Transcribe the records below from the first line to the line that includes "Where are all", inclusive, and omit the pictures.

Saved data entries
————————

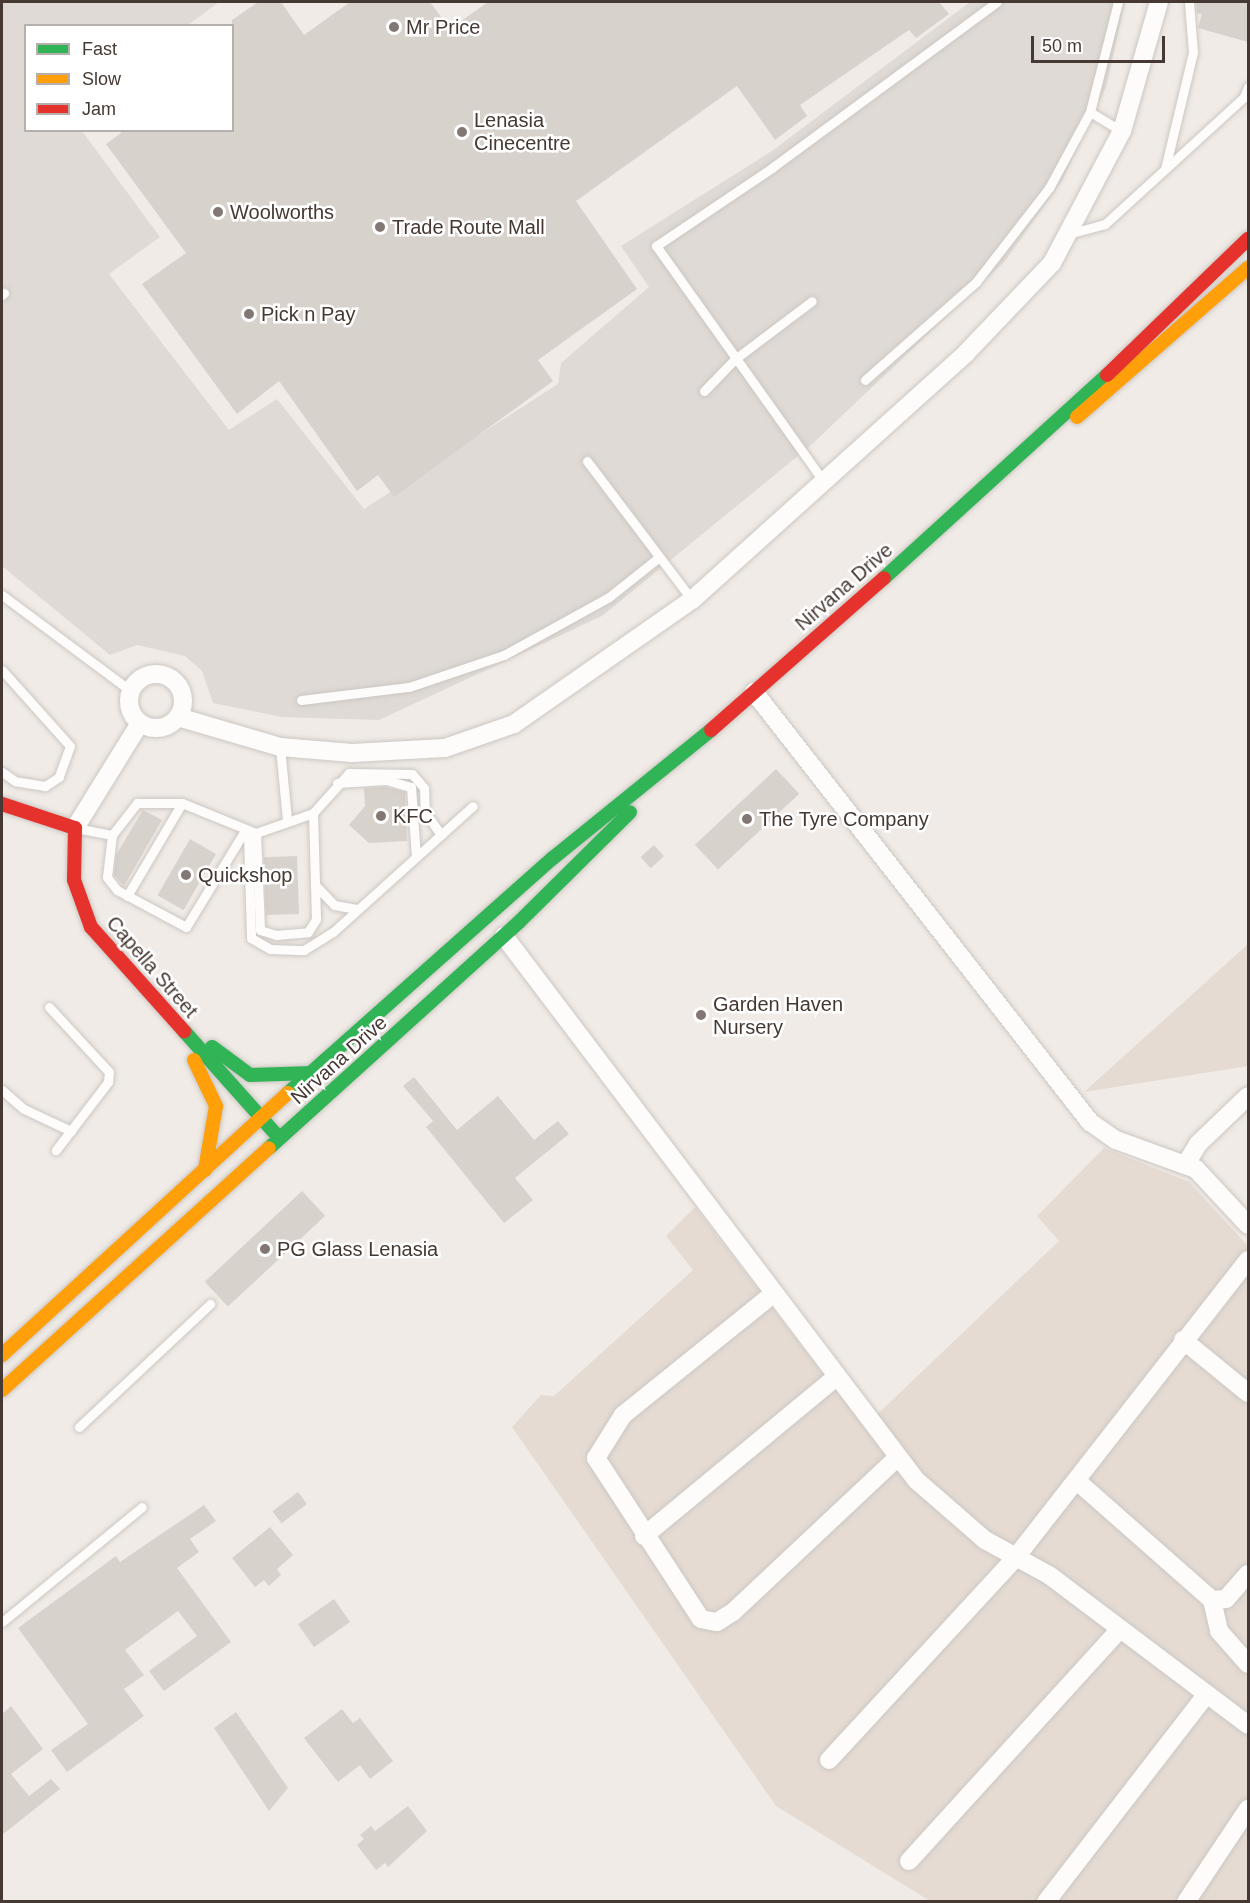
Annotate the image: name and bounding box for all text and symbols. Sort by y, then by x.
place label: Mr Price [406,15,480,39]
marker: Mr Price [387,20,401,34]
legend [24,24,234,132]
scale bar [1034,24,1168,62]
text: 50 m [1042,36,1082,56]
text: Fast [82,39,117,59]
text: Slow [82,69,121,89]
text: Jam [82,99,116,119]
place label: Lenasia Cinecentre [474,108,571,155]
marker: Lenasia Cinecentre [455,125,469,139]
place label: Woolworths [230,200,334,224]
marker: Woolworths [211,205,225,219]
place label: Trade Route Mall [392,215,545,239]
marker: Trade Route Mall [373,220,387,234]
place label: Pick n Pay [261,302,355,326]
marker: Pick n Pay [242,307,256,321]
street label: Nirvana Drive [790,538,898,636]
place label: KFC [393,804,433,828]
place label: The Tyre Company [759,807,929,831]
marker: KFC [374,809,388,823]
marker: The Tyre Company [740,812,754,826]
place label: Quickshop [198,863,292,887]
marker: Quickshop [179,868,193,882]
street label: Capella Street [101,911,203,1023]
place label: Garden Haven Nursery [713,992,843,1039]
marker: Garden Haven Nursery [694,1008,708,1022]
street label: Nirvana Drive [286,1011,392,1109]
place label: PG Glass Lenasia [277,1237,438,1261]
marker: PG Glass Lenasia [258,1242,272,1256]

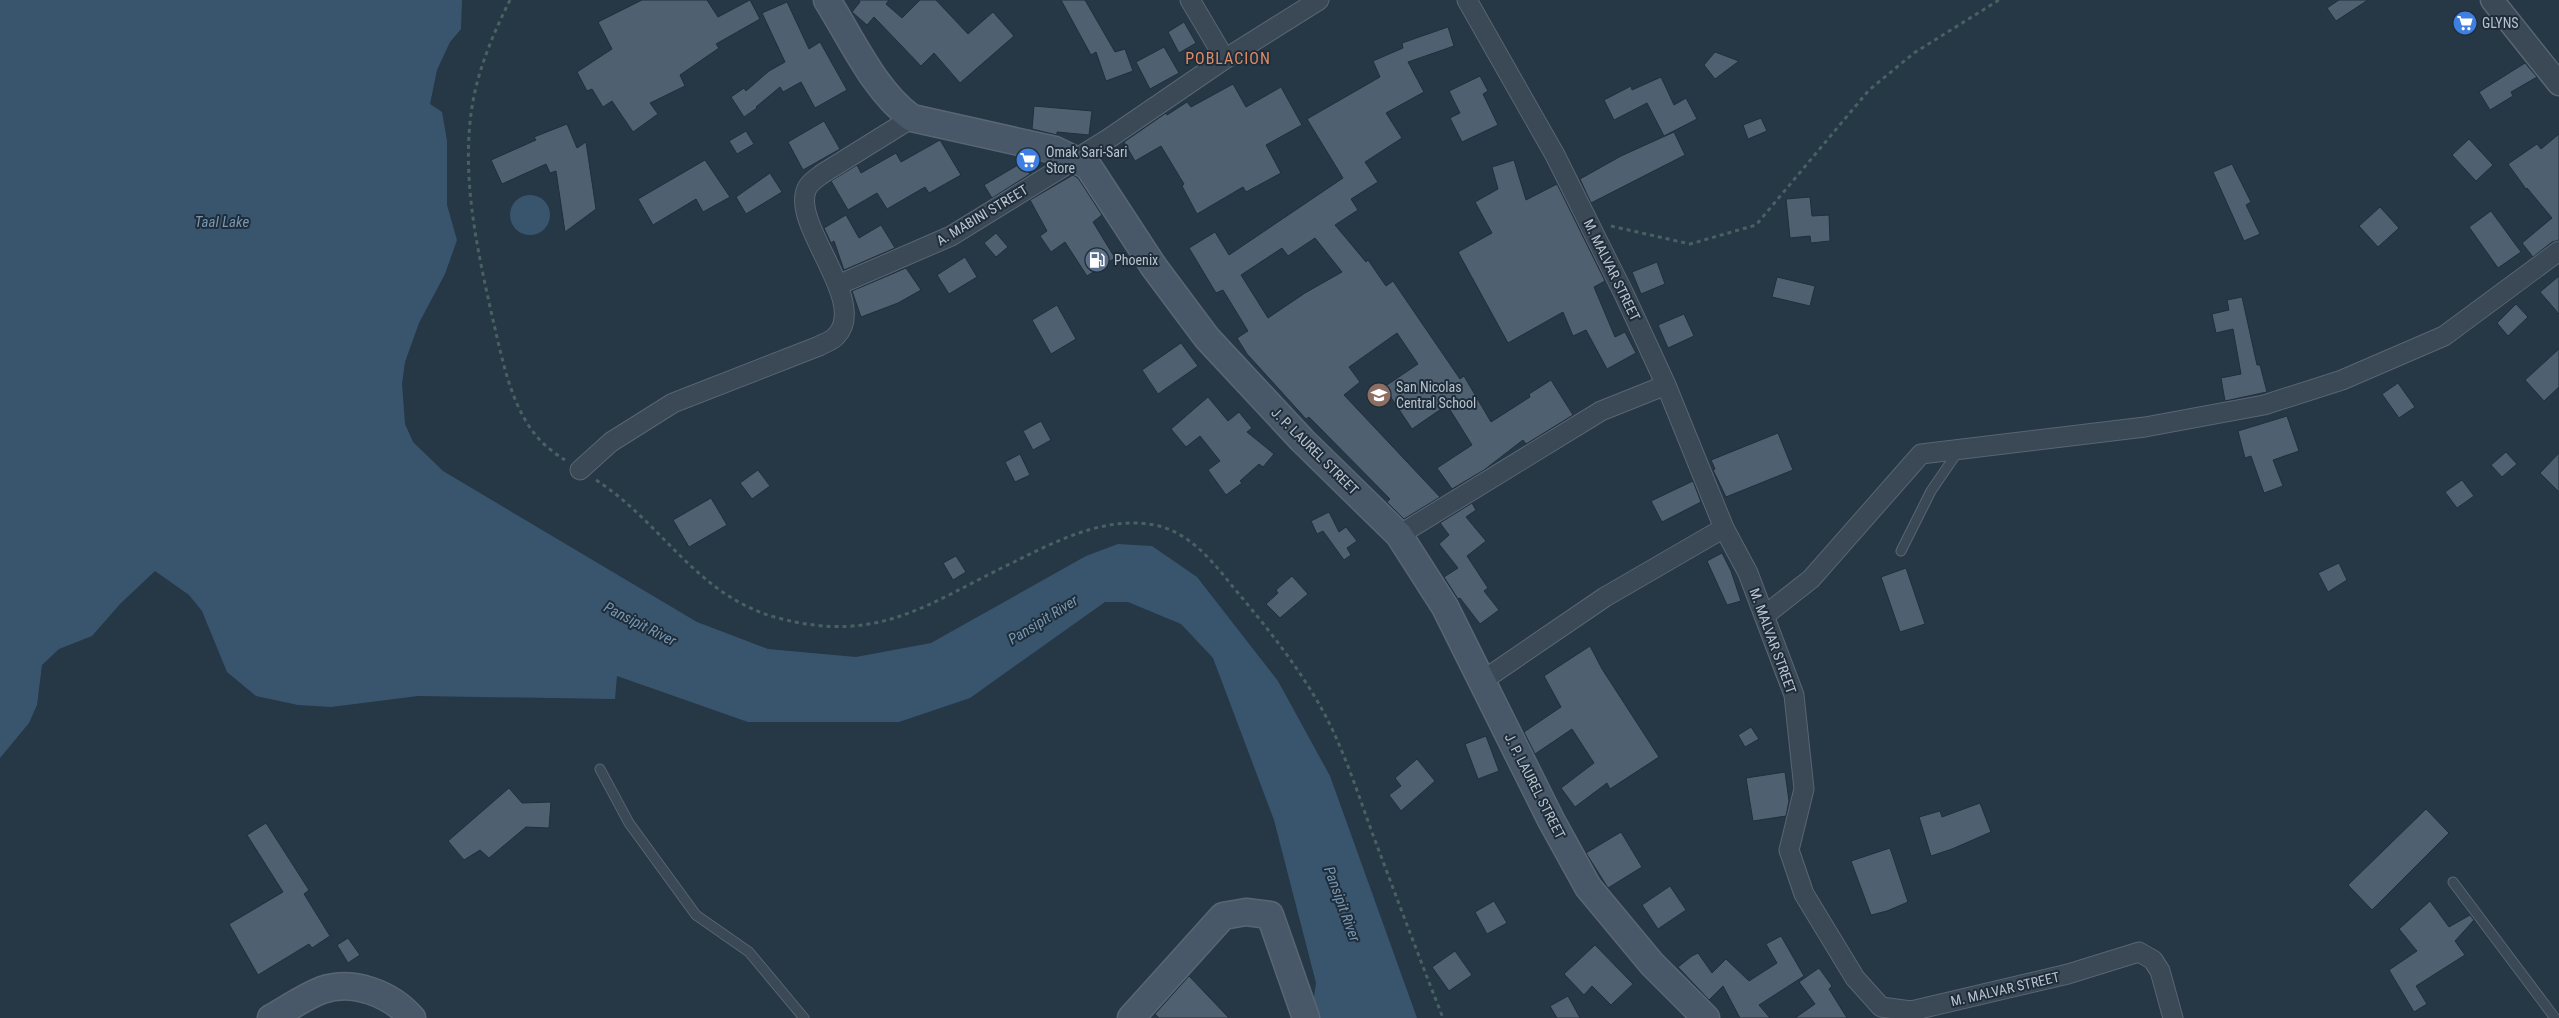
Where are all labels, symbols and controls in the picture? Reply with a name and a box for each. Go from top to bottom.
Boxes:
supermarket icon: GLYNS [2452,10,2478,36]
place label: GLYNS [2482,15,2519,31]
district label: POBLACION [1185,49,1271,68]
place label: Omak Sari-Sari Store [1046,144,1128,176]
supermarket icon: Omak Sari-Sari Store [1015,147,1041,173]
street label: A. MABINI STREET [933,181,1031,249]
water label: Taal Lake [195,213,249,231]
street label: M. MALVAR STREET [1580,217,1644,323]
fuel station icon: Phoenix [1084,247,1110,273]
place label: Phoenix [1114,252,1158,268]
place label: San Nicolas Central School [1396,379,1476,411]
school or university icon: San Nicolas Central School [1366,382,1392,408]
street label: J. P. LAUREL STREET [1268,404,1362,498]
street label: M. MALVAR STREET [1746,586,1800,696]
water label: Pansipit River [1005,591,1082,648]
water label: Pansipit River [601,598,680,650]
street label: J. P. LAUREL STREET [1501,731,1569,841]
water label: Pansipit River [1320,864,1364,945]
street label: M. MALVAR STREET [1949,969,2061,1009]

————————

## TASK RESULT
Annotate the image: name and bounding box for all text and symbols. Sort by y, then by x.
place label: Mr Price [406,15,480,39]
marker: Mr Price [387,20,401,34]
legend [24,24,234,132]
scale bar [1034,24,1168,62]
text: 50 m [1042,36,1082,56]
text: Fast [82,39,117,59]
text: Slow [82,69,121,89]
text: Jam [82,99,116,119]
place label: Lenasia Cinecentre [474,108,571,155]
marker: Lenasia Cinecentre [455,125,469,139]
place label: Woolworths [230,200,334,224]
marker: Woolworths [211,205,225,219]
place label: Trade Route Mall [392,215,545,239]
marker: Trade Route Mall [373,220,387,234]
place label: Pick n Pay [261,302,355,326]
marker: Pick n Pay [242,307,256,321]
street label: Nirvana Drive [790,538,898,636]
place label: KFC [393,804,433,828]
place label: The Tyre Company [759,807,929,831]
marker: KFC [374,809,388,823]
marker: The Tyre Company [740,812,754,826]
place label: Quickshop [198,863,292,887]
marker: Quickshop [179,868,193,882]
street label: Capella Street [101,911,203,1023]
place label: Garden Haven Nursery [713,992,843,1039]
marker: Garden Haven Nursery [694,1008,708,1022]
street label: Nirvana Drive [286,1011,392,1109]
place label: PG Glass Lenasia [277,1237,438,1261]
marker: PG Glass Lenasia [258,1242,272,1256]

Where are all labels, symbols and controls in the picture? Reply with a name and a box for each. Go from top to bottom.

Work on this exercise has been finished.